• **Stored items**
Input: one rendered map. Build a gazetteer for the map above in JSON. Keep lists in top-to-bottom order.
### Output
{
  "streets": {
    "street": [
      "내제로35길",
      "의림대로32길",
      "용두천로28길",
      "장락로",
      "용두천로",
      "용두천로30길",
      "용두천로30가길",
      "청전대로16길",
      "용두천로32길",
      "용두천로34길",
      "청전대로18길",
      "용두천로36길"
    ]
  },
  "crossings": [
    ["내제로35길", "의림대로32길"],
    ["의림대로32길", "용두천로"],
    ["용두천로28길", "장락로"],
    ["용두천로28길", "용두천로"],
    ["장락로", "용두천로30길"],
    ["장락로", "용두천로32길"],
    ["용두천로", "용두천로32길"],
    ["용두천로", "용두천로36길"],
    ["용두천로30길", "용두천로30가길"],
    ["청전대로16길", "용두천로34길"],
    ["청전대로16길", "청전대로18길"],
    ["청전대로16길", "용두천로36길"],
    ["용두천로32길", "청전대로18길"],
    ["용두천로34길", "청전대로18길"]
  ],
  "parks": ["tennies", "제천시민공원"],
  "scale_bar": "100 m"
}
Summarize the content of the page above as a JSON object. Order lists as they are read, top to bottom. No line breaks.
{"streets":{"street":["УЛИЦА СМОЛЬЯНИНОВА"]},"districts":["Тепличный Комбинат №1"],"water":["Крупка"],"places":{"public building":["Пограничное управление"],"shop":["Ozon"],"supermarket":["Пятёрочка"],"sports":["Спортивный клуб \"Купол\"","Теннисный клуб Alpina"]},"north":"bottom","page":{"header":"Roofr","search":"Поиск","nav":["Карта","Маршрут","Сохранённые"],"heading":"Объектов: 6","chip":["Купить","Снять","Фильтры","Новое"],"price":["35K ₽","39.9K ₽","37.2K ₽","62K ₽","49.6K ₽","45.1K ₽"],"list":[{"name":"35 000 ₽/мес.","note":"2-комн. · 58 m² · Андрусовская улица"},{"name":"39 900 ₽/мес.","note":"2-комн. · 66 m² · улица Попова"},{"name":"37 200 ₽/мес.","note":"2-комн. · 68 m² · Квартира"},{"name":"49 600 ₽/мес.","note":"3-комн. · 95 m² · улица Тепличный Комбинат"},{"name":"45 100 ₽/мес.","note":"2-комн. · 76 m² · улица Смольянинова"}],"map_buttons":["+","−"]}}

• **Action item**
Transcribe the data word for word.

• **Reply**
Input: one rendered map. Build a gazetteer for the map above in JSON. Keep lists in top-to-bottom order.
### Output
{
  "streets": {
    "street": [
      "내제로35길",
      "의림대로32길",
      "용두천로28길",
      "장락로",
      "용두천로",
      "용두천로30길",
      "용두천로30가길",
      "청전대로16길",
      "용두천로32길",
      "용두천로34길",
      "청전대로18길",
      "용두천로36길"
    ]
  },
  "crossings": [
    ["내제로35길", "의림대로32길"],
    ["의림대로32길", "용두천로"],
    ["용두천로28길", "장락로"],
    ["용두천로28길", "용두천로"],
    ["장락로", "용두천로30길"],
    ["장락로", "용두천로32길"],
    ["용두천로", "용두천로32길"],
    ["용두천로", "용두천로36길"],
    ["용두천로30길", "용두천로30가길"],
    ["청전대로16길", "용두천로34길"],
    ["청전대로16길", "청전대로18길"],
    ["청전대로16길", "용두천로36길"],
    ["용두천로32길", "청전대로18길"],
    ["용두천로34길", "청전대로18길"]
  ],
  "parks": ["tennies", "제천시민공원"],
  "scale_bar": "100 m"
}
Summarize the content of the page above as a JSON object. Order lists as they are read, top to bottom. No line breaks.
{"streets":{"street":["УЛИЦА СМОЛЬЯНИНОВА"]},"districts":["Тепличный Комбинат №1"],"water":["Крупка"],"places":{"public building":["Пограничное управление"],"shop":["Ozon"],"supermarket":["Пятёрочка"],"sports":["Спортивный клуб \"Купол\"","Теннисный клуб Alpina"]},"north":"bottom","page":{"header":"Roofr","search":"Поиск","nav":["Карта","Маршрут","Сохранённые"],"heading":"Объектов: 6","chip":["Купить","Снять","Фильтры","Новое"],"price":["35K ₽","39.9K ₽","37.2K ₽","62K ₽","49.6K ₽","45.1K ₽"],"list":[{"name":"35 000 ₽/мес.","note":"2-комн. · 58 m² · Андрусовская улица"},{"name":"39 900 ₽/мес.","note":"2-комн. · 66 m² · улица Попова"},{"name":"37 200 ₽/мес.","note":"2-комн. · 68 m² · Квартира"},{"name":"49 600 ₽/мес.","note":"3-комн. · 95 m² · улица Тепличный Комбинат"},{"name":"45 100 ₽/мес.","note":"2-комн. · 76 m² · улица Смольянинова"}],"map_buttons":["+","−"]}}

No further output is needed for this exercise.